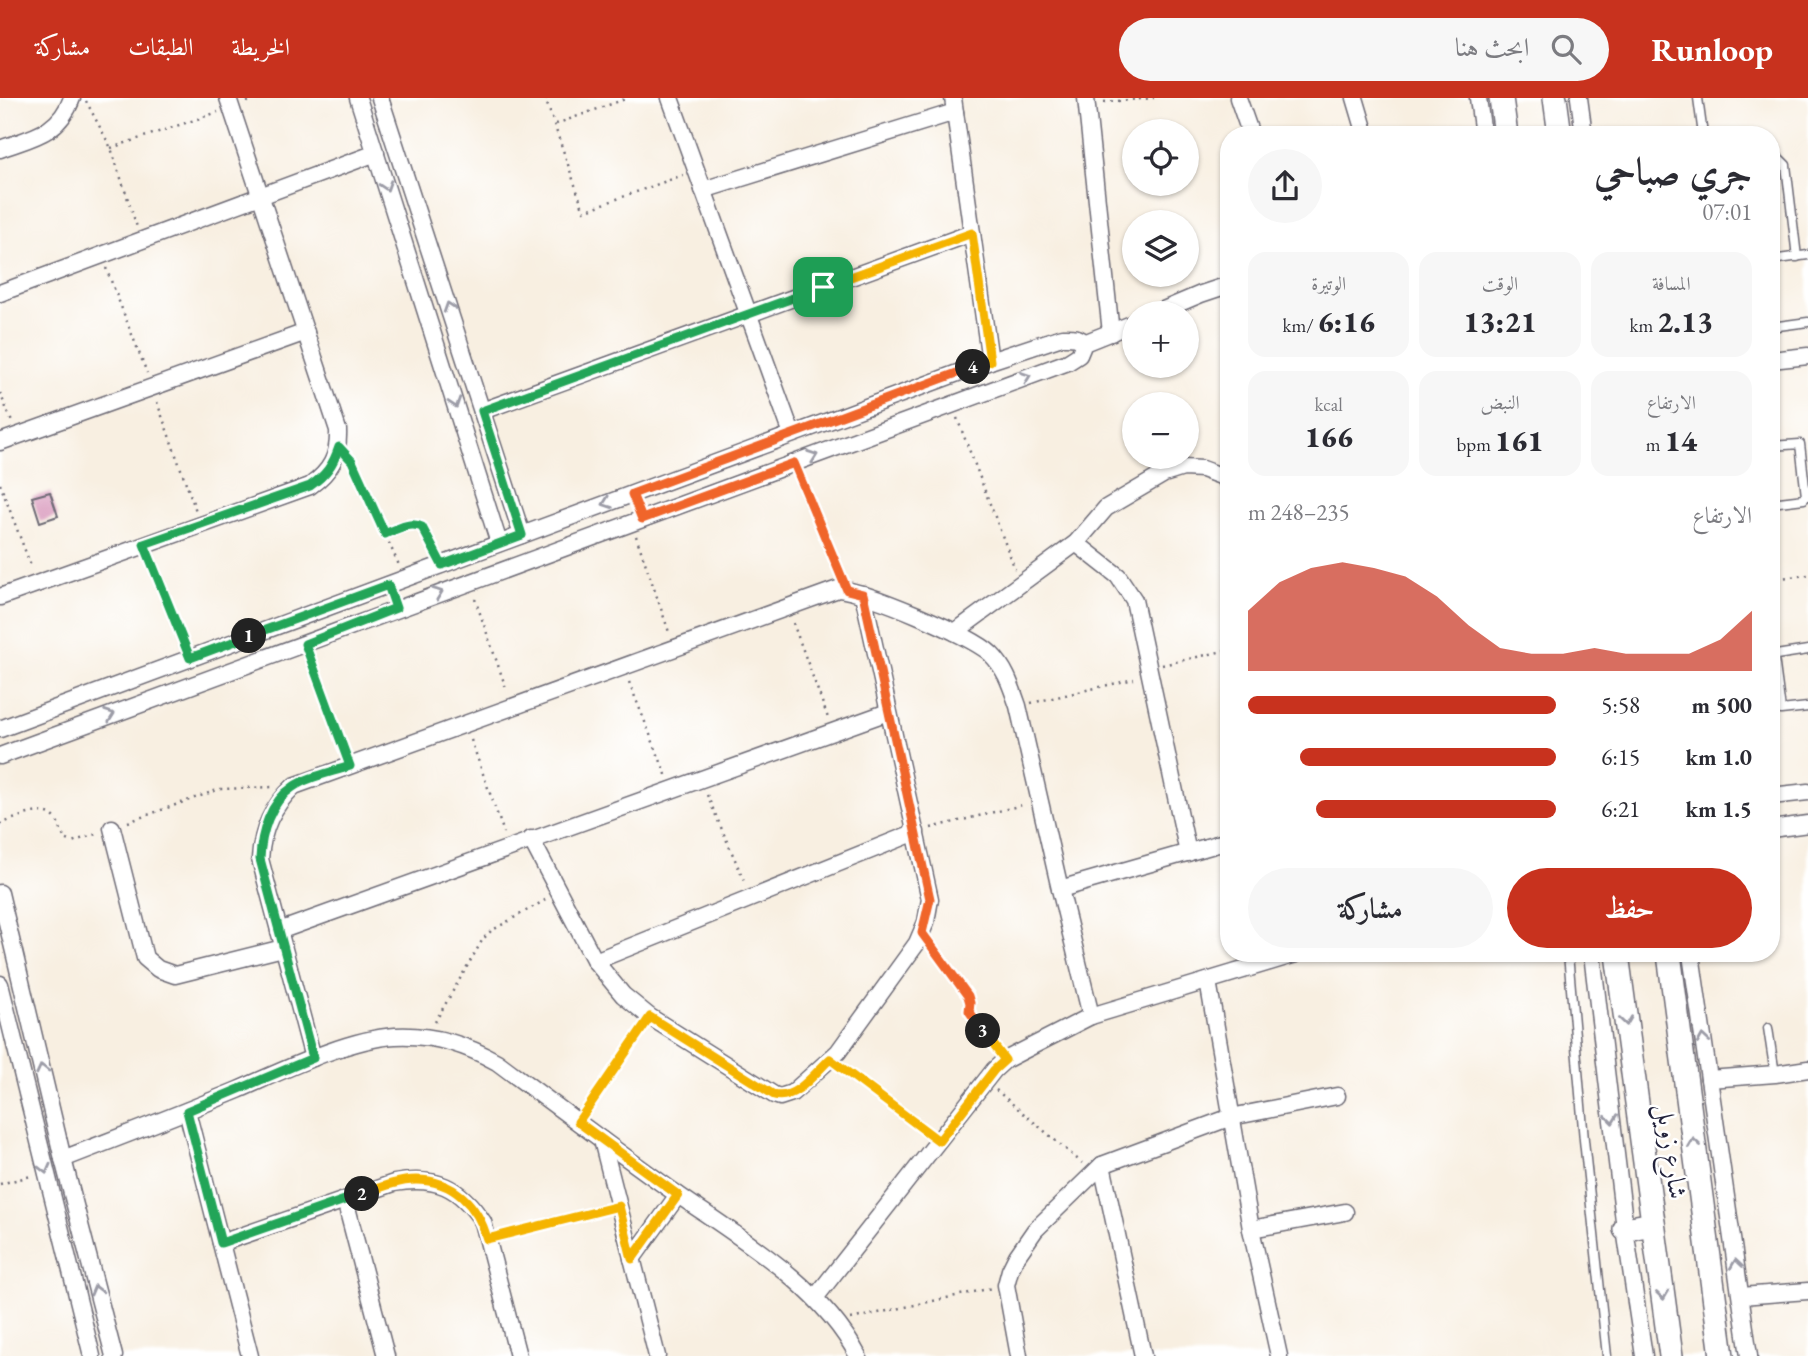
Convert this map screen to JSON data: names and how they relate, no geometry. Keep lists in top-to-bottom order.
━━━━━━━━━━━━━━━━
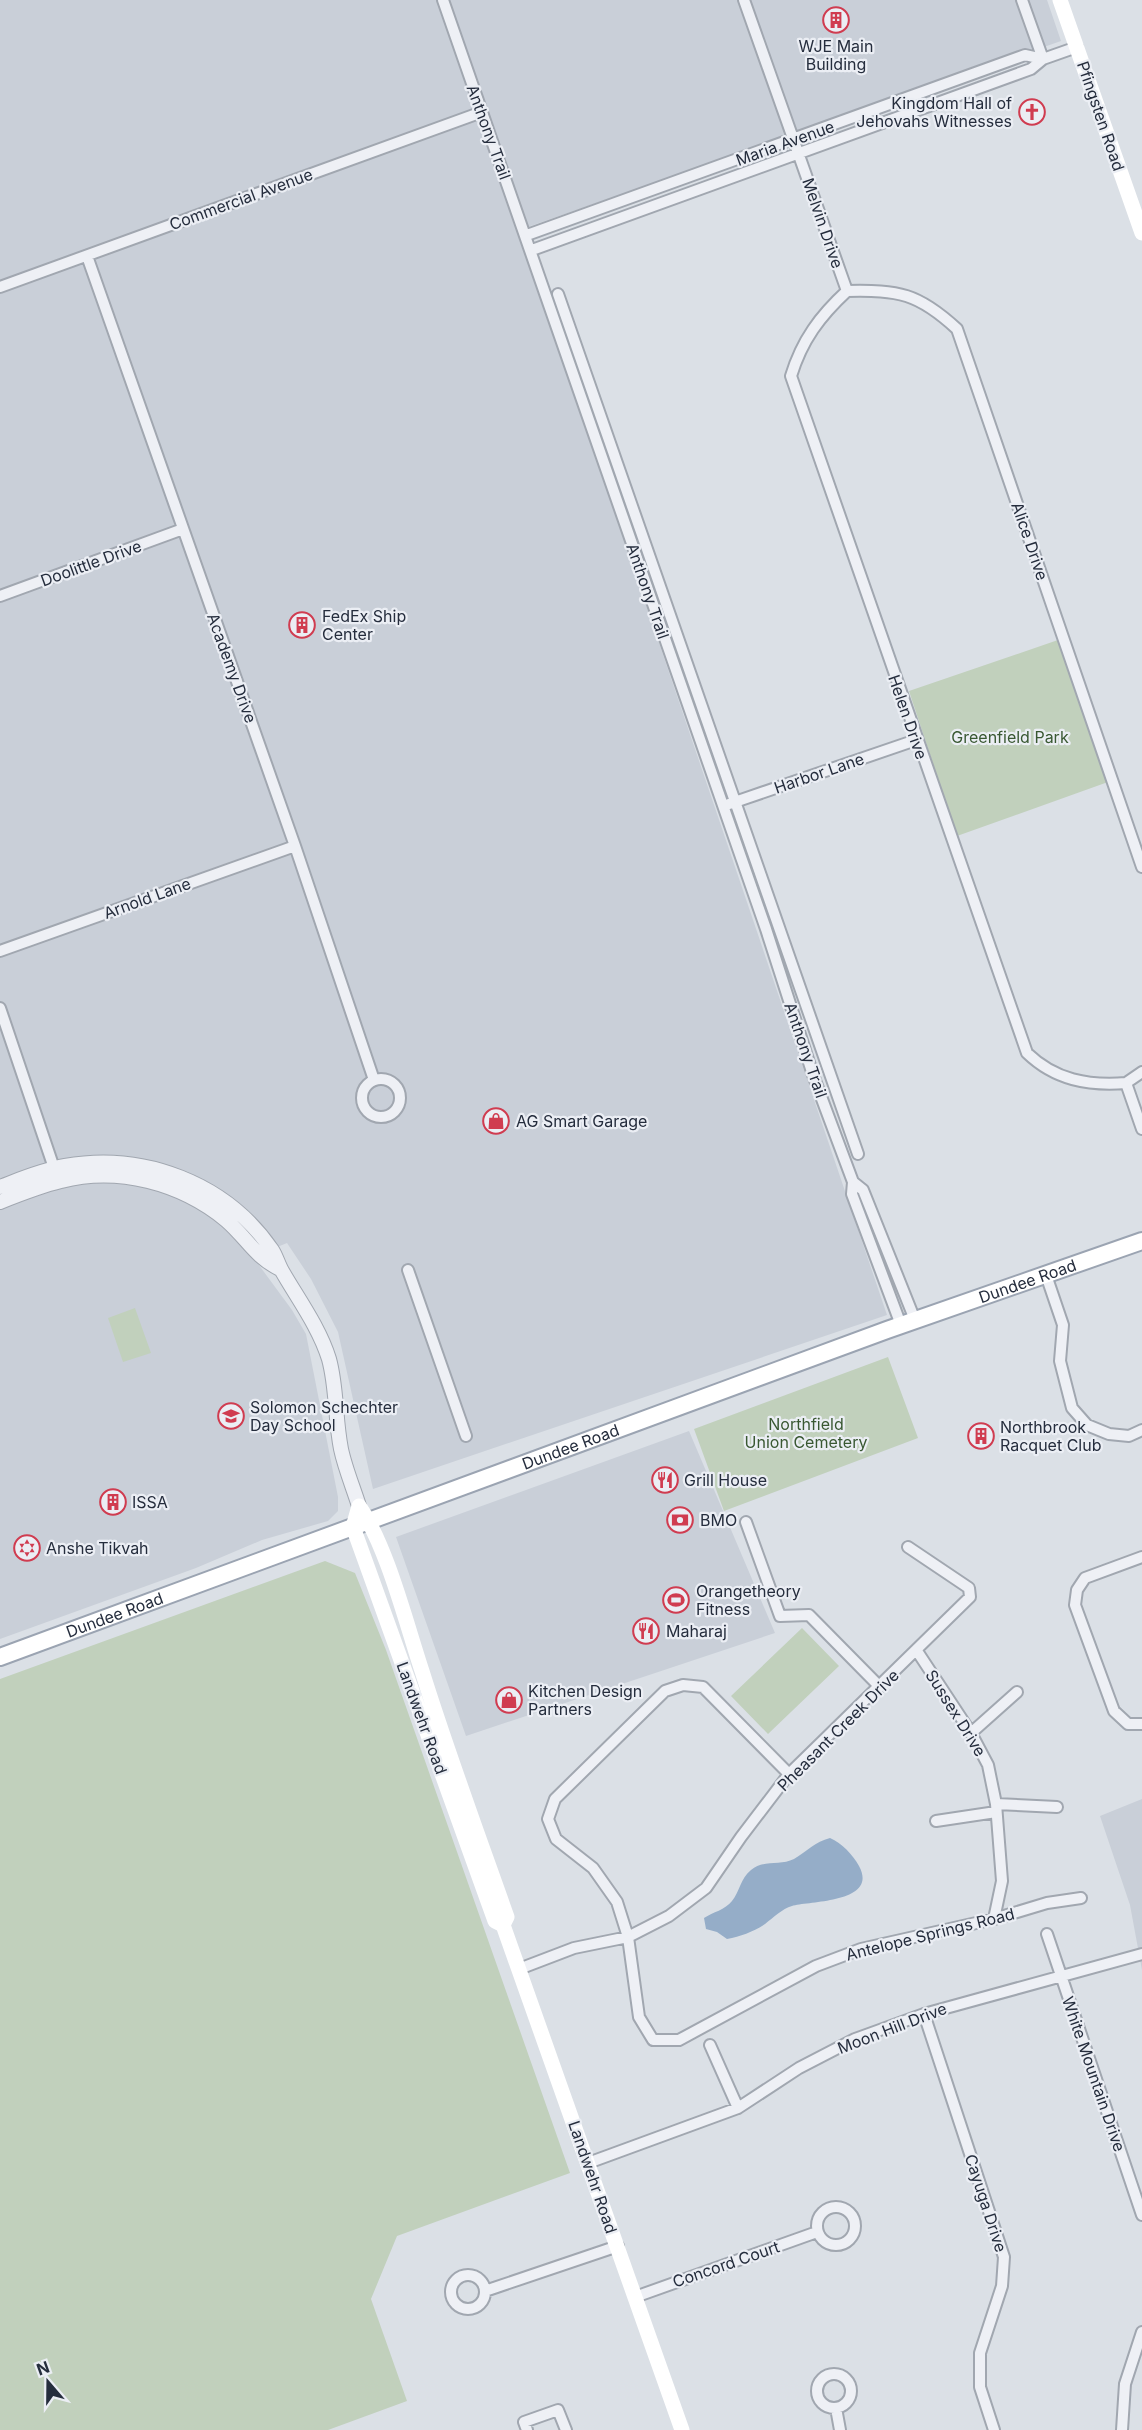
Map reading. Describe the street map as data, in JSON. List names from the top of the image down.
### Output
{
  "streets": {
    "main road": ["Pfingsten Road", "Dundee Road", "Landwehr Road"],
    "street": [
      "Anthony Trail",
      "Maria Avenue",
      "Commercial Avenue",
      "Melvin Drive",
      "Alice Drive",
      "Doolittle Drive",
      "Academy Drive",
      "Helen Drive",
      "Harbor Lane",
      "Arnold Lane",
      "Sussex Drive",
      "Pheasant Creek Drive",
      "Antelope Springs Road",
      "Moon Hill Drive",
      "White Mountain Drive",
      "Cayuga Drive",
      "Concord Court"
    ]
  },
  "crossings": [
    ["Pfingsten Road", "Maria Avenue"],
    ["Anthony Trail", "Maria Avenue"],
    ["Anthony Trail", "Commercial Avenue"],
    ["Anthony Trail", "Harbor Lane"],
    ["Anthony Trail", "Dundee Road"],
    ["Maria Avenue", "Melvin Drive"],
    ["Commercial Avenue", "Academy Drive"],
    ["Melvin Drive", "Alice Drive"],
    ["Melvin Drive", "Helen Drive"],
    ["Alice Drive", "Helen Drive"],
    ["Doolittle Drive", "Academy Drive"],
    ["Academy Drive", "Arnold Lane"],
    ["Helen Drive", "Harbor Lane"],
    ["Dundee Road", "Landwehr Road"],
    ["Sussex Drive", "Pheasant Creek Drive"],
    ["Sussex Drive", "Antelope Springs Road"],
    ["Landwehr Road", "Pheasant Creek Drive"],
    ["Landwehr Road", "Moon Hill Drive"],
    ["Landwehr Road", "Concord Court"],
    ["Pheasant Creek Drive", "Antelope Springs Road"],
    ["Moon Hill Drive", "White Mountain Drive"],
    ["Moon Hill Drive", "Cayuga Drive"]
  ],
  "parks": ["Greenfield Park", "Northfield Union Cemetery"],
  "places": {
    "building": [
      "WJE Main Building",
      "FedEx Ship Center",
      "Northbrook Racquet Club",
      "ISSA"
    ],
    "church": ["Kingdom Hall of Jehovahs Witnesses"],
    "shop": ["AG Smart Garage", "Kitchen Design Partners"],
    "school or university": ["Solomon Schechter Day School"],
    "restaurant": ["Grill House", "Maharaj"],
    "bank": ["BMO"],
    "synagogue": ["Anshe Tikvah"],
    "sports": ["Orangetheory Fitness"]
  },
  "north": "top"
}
━━━━━━━━━━━━━━━━
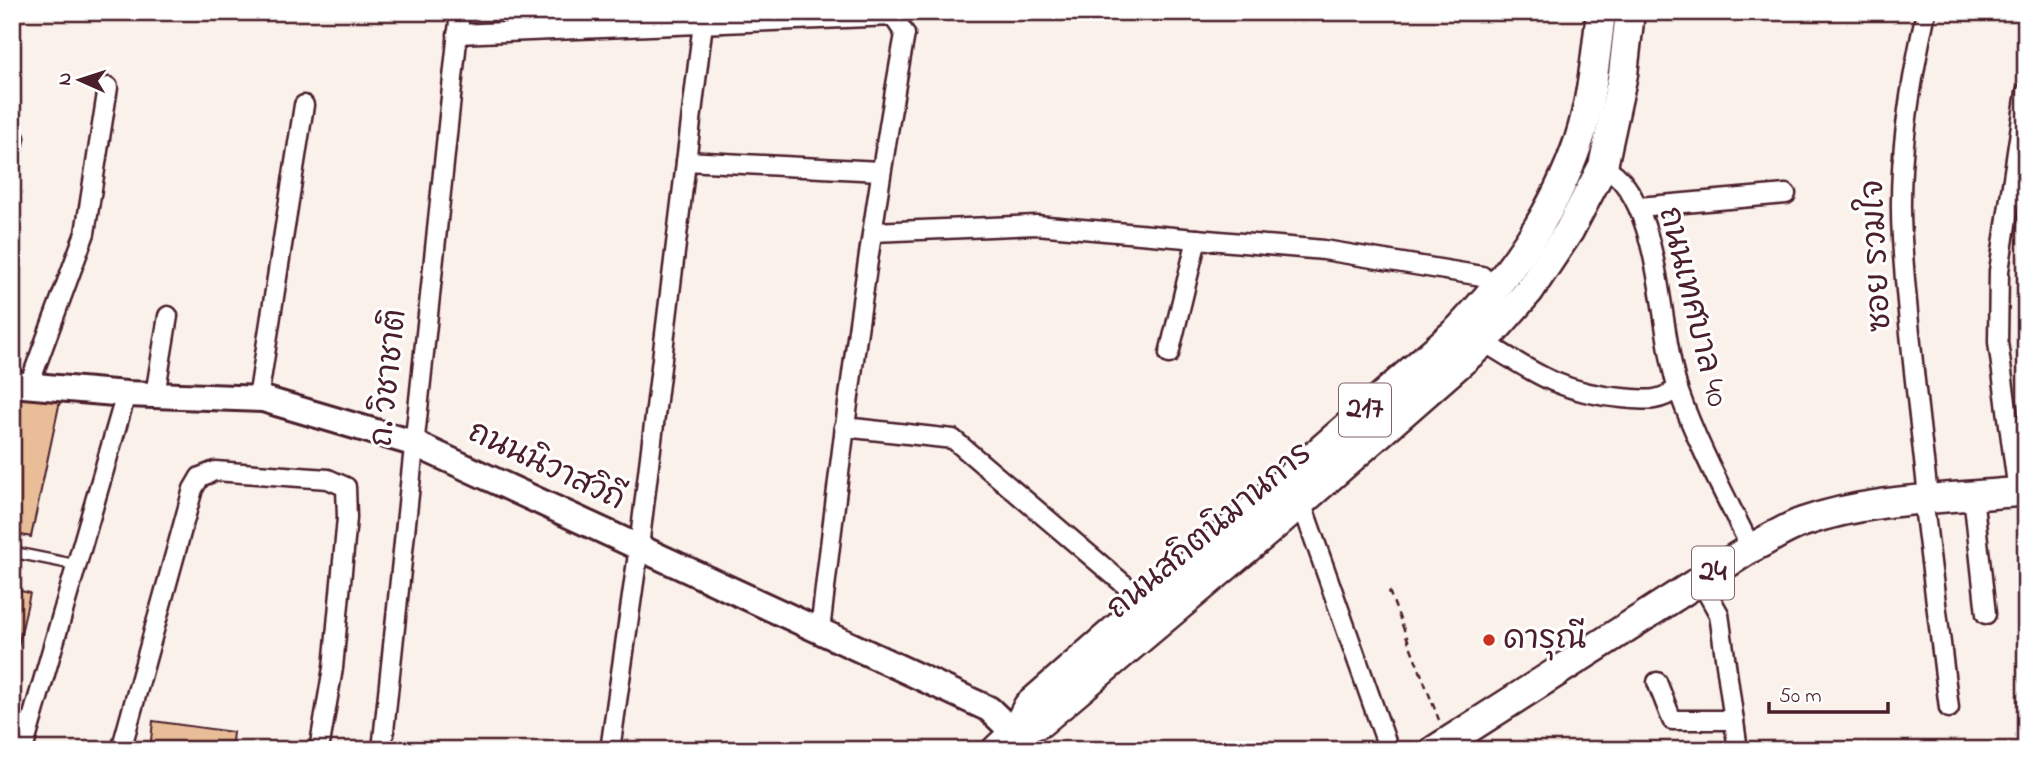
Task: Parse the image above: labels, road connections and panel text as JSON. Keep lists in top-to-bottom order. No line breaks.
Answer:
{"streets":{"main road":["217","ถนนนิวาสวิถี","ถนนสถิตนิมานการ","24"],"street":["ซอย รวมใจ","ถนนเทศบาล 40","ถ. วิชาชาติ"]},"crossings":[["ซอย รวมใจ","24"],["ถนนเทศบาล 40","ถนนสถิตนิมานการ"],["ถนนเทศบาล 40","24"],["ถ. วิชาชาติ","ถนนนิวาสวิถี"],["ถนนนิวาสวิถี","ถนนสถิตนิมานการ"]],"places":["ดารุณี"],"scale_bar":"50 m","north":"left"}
━━━━━━━━━━━━━━━━
▶ _PROBLEM STATEMENT_: Only the lines with the string "bottom" are wanted; pick them out of the records above and copy them.

▶ _EXERCISE ANSWER_:
Convert this map screen to JSON data: names and how they relate, no geometry. Keep lists in top-to-bottom order.
Task: Parse the image above: labels, road connections and panel text as JSON. Keep lists in top-to-bottom order. No line breaks.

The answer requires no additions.